(Task to carry out)
Beginning at the top of the entries below, retype each line exactly until the line containing "background:#c8321e; border-color:#fff; box-shadow:0" has been written out; include no pictures and no later lines.

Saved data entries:
• • •
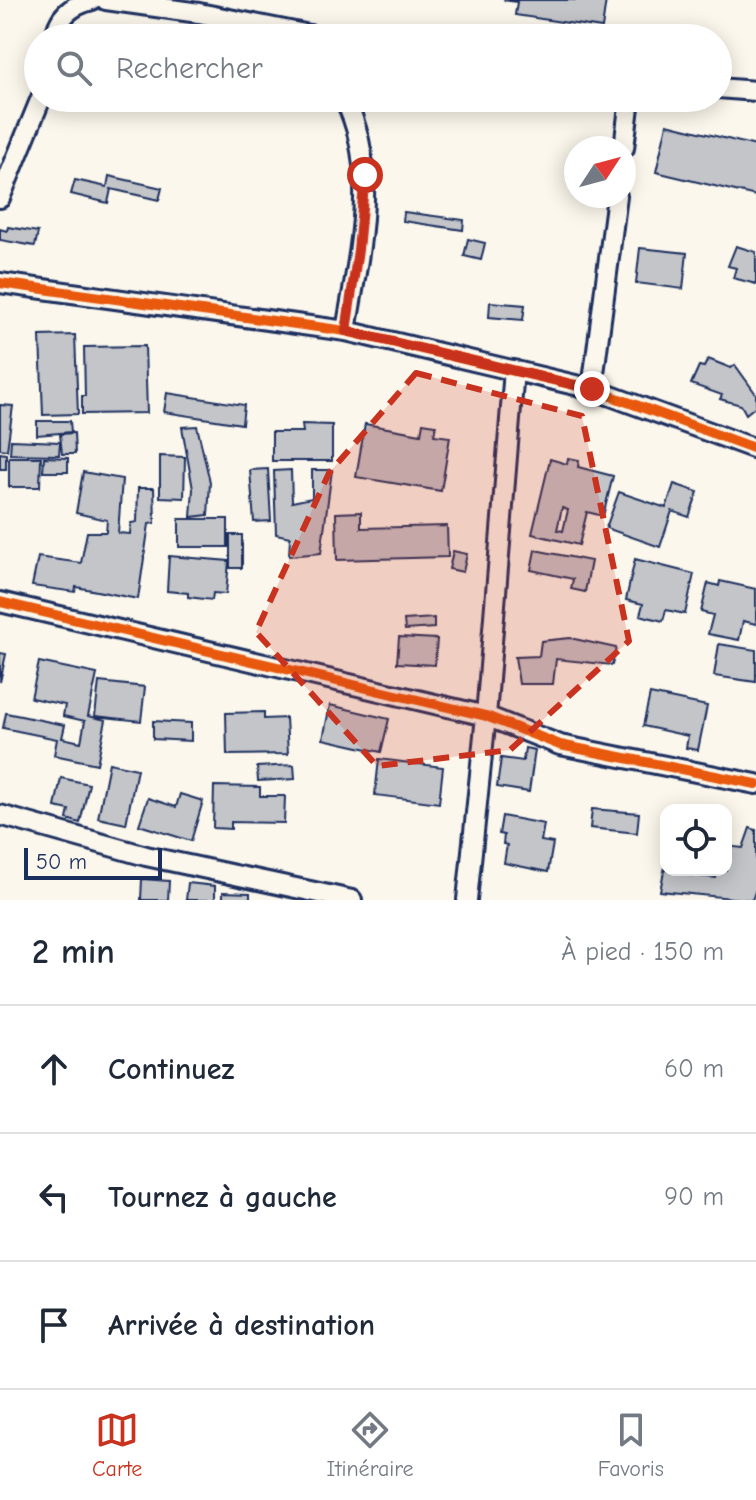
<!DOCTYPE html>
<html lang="fr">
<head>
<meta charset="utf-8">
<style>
	body { margin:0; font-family:"Comic Neue",sans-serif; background:#f6f6f7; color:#1f2937 }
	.controls { position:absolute; right:24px; bottom:24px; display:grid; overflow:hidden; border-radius:16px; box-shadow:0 4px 20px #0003 }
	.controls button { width:72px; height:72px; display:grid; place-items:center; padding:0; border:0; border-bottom:2px solid #e0e1e3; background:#fff; color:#1f2937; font:40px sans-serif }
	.compass { position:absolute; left:564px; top:136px; width:72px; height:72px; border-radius:50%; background:#fff; box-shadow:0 4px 20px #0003; rotate:54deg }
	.scale { position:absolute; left:24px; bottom:20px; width:138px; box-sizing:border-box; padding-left:8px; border:4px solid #1b2f5e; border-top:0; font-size:22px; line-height:28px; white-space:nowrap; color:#1b2f5e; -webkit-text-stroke:6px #fbf7ec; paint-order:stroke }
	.stop { position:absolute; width:24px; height:24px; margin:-18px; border:6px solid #c8321e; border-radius:50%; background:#fff }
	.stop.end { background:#c8321e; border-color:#fff; box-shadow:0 2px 8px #0008 }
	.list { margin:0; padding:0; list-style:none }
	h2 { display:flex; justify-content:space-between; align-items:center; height:104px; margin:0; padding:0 32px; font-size:34px }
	h2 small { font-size:26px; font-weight:400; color:#747a83 }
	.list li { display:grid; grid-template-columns:52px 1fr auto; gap:24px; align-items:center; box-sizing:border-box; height:128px; padding:0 32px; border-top:2px solid #e0e1e3 }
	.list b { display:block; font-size:30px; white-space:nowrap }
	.list em { font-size:26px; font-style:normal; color:#747a83 }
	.icon { flex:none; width:44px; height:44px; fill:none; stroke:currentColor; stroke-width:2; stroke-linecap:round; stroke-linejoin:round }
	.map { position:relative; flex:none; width:756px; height:900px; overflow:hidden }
	.search { position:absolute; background:#fff; box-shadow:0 4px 20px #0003; left:24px; right:24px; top:24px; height:88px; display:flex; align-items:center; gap:20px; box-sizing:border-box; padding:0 28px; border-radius:44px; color:#747a83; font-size:30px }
	.sheet { height:488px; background:#fff }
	nav { display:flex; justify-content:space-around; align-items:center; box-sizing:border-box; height:112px; border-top:2px solid #e0e1e3; background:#fff; font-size:22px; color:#747a83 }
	nav a { display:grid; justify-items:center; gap:4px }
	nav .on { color:#c8321e }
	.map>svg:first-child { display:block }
	.building { fill:#c3c5c9; stroke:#1b2f5e; stroke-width:2; fill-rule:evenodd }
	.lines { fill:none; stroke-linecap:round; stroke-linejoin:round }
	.minor-casing { stroke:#1b2f5e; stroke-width:24 }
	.minor { stroke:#fbf7ec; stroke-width:18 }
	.cycleway-casing { stroke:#fbf7ec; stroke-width:15 }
	.cycleway { stroke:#e8590c; stroke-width:10 }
	.route { stroke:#c8321e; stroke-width:10 }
	.marked { fill:#c8321e; fill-opacity:0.2; stroke:#c8321e; stroke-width:6; stroke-dasharray:16 10; stroke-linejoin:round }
</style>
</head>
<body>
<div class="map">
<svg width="756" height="900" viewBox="0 0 756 900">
	<rect width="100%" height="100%" fill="#fbf7ec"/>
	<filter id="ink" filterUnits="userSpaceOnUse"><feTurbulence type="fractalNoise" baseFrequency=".0125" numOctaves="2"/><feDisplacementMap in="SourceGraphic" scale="16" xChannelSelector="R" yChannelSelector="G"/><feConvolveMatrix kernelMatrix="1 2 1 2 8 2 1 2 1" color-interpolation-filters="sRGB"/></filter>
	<g filter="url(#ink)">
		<!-- building -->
		<path class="building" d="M503 0H606L602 28 515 15 517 2Z
			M667 124 756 146V196L656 172Z
			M109 176 162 188 159 200 111 189 108 203 71 194 75 180 107 187Z
			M404 212 464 220 463 230 403 221Z
			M8 227 38 232 35 246 0 240V229L7 231Z
			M468 239 485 243 481 260 464 256Z
			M736 246 756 252V284L733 278 736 268 728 266Z
			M640 248 687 253 683 289 636 283Z
			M490 302 525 305 523 320 489 317Z
			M75 335 78 414 43 415 40 336Z
			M145 346 147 413 82 414V396H85L84 347Z
			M708 359 731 368 735 365 756 394V406L746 414 741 405 720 399 722 395 691 384 699 366 704 367Z
			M167 393 244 405 242 424 164 412Z
			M0 405 13 406 7 450 0 449Z
			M37 421H70L71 432 37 435Z
			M423 423 436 425 434 435 450 437 441 491 356 477 365 424 421 434Z
			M302 424 332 425V461H272V432H303Z
			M197 426 210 482 208 515 191 517 193 489 182 427Z
			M74 433 75 454H62L60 434Z
			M11 440 60 442 59 455 10 454Z
			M0 453 6 454V469H0Z
			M160 456 185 457 184 498 160 497Z
			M9 457H41L40 487H9Z
			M44 457 68 458V472H43Z
			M568 458 579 460 578 467 613 476 603 516 587 512 579 545 532 534 550 459 567 464ZM562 508 568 510 563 531 557 530Z
			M268 469 271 521 254 522 250 470Z
			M291 470 292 502 312 498V470H332L321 553 289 556 290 537 276 534 274 471Z
			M83 472 122 479 118 533 130 534 131 523 137 522 138 488H154L155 523 149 524 138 599 76 587 75 592 32 586 38 557 81 563 87 532H106L107 520 76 513Z
			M674 484 698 492 689 517 672 511 660 547 606 528 619 492 666 508Z
			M361 512V528L447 526 448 557 337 560 336 513Z
			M179 519H228V547H179Z
			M230 535H242V568H230Z
			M535 550 591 561 585 592 571 589 573 579 531 570Z
			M453 551 467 554 463 572 449 569Z
			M169 556 229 561 226 594 213 593 212 600 188 597V593L167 591Z
			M635 559 694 574 685 614 666 610 663 621 640 615 643 604 626 600Z
			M720 581 756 589V624L743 621 739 640 708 634 713 615 701 612 708 583 719 586Z
			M434 618V628L405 630 404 620Z
			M399 637 437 639 435 665 397 663Z
			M570 638 616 648 612 665 556 659 553 684H519L515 657 539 656 541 641Z
			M719 644 756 650V682L714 676Z
			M0 653 6 654 0 682Z
			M39 662 97 674 88 716 106 720 97 764 54 755 57 739 3 728 6 713 65 725 62 738 81 742 85 721 63 716 65 705 31 698Z
			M99 682 145 687 141 721 95 716Z
			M650 694 707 706 698 750 686 748 688 736 643 726Z
			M330 705 389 719 381 752 323 739Z
			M264 712V719L286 718 288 754 227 755 226 713Z
			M153 721 191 723V741L153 739Z
			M525 748 535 750 529 792 497 787 501 758 523 761Z
			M379 759 443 767 439 803 375 795Z
			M109 763 137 769 126 824 98 818Z
			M294 765 295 779 258 781 257 767Z
			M61 778 89 784 80 823 67 819 69 810 55 807Z
			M214 786 260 787V796H285L284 823 231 822V829L213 828Z
			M180 794 203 801 191 841 139 825 148 798 176 807Z
			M592 809 639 813 637 833 590 828Z
			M502 816 544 824 541 841 553 843 548 872 504 863 507 845 503 844 504 835 499 834Z
			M750 828 756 830V889L752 900 660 891 666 861V870H689L688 875 716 878 717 870H726V846L743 848Z
			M142 879 169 881 168 900H141Z
			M188 883 215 886V900H186Z
			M223 892 250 893V900H223Z"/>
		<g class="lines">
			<defs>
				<path id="minor" d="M106 0 199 13 325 38
					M55 38C58 16 72 5 92 0
					M718 88 756 91
					M344 98C381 169 358 256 346 331
					M624 148 630 98
					M0 198 41 98
					M0 283 346 331 592 389 756 449
					M592 389 617 196
					M0 602 486 716 560 745 756 784
					M0 815 146 856 352 900
					M467 900 486 716 514 370"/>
			</defs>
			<!-- minor casing -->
			<use href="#minor" class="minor-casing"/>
			<!-- minor -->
			<use href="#minor" class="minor"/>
			<defs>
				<path id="cycleway" d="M0 283 346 331 592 389 756 449
					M0 602 486 716 560 745 756 784"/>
			</defs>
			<!-- cycleway casing -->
			<use href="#cycleway" class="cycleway-casing"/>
			<!-- cycleway -->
			<use href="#cycleway" class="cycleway"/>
		</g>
	</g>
	<g class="lines" filter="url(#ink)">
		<!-- route -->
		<path class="route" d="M365 175 358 250 346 331 592 389"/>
	</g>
	<!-- marked area -->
	<path class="marked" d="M416 373 582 416 629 641 510 750 377 766 256 632 329 473Z"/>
</svg>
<div class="controls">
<button><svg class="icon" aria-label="locate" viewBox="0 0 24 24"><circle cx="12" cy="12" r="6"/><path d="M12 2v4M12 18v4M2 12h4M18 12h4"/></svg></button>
</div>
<svg class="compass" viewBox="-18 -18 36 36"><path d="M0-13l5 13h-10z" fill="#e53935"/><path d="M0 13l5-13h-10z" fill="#747a83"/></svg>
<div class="scale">50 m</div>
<div class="stop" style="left:365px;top:175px"></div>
<div class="stop end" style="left:592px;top:389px"></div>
<div class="search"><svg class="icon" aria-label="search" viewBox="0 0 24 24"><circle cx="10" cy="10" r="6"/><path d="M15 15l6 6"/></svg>Rechercher</div>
</div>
<section class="sheet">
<h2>2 min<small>À pied · 150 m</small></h2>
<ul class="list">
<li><svg class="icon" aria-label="ahead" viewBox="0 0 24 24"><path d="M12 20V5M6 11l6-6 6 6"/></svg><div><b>Continuez</b></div><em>60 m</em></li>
<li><svg class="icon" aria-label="left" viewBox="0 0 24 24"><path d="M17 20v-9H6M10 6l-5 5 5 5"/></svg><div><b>Tournez à gauche</b></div><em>90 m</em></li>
<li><svg class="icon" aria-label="arrive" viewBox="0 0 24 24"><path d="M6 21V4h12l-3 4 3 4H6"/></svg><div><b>Arrivée à destination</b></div></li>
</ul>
</section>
<nav>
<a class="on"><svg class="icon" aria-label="map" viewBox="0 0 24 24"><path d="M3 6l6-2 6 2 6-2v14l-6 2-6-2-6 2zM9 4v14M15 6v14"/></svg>Carte</a>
<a><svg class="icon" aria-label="directions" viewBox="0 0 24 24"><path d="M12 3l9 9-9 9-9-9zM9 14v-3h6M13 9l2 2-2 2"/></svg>Itinéraire</a>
<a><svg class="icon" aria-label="saved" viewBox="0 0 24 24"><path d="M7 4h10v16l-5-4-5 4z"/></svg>Favoris</a>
</nav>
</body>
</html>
• • •
(Exercise result)
<!DOCTYPE html>
<html lang="fr">
<head>
<meta charset="utf-8">
<style>
	body { margin:0; font-family:"Comic Neue",sans-serif; background:#f6f6f7; color:#1f2937 }
	.controls { position:absolute; right:24px; bottom:24px; display:grid; overflow:hidden; border-radius:16px; box-shadow:0 4px 20px #0003 }
	.controls button { width:72px; height:72px; display:grid; place-items:center; padding:0; border:0; border-bottom:2px solid #e0e1e3; background:#fff; color:#1f2937; font:40px sans-serif }
	.compass { position:absolute; left:564px; top:136px; width:72px; height:72px; border-radius:50%; background:#fff; box-shadow:0 4px 20px #0003; rotate:54deg }
	.scale { position:absolute; left:24px; bottom:20px; width:138px; box-sizing:border-box; padding-left:8px; border:4px solid #1b2f5e; border-top:0; font-size:22px; line-height:28px; white-space:nowrap; color:#1b2f5e; -webkit-text-stroke:6px #fbf7ec; paint-order:stroke }
	.stop { position:absolute; width:24px; height:24px; margin:-18px; border:6px solid #c8321e; border-radius:50%; background:#fff }
	.stop.end { background:#c8321e; border-color:#fff; box-shadow:0 2px 8px #0008 }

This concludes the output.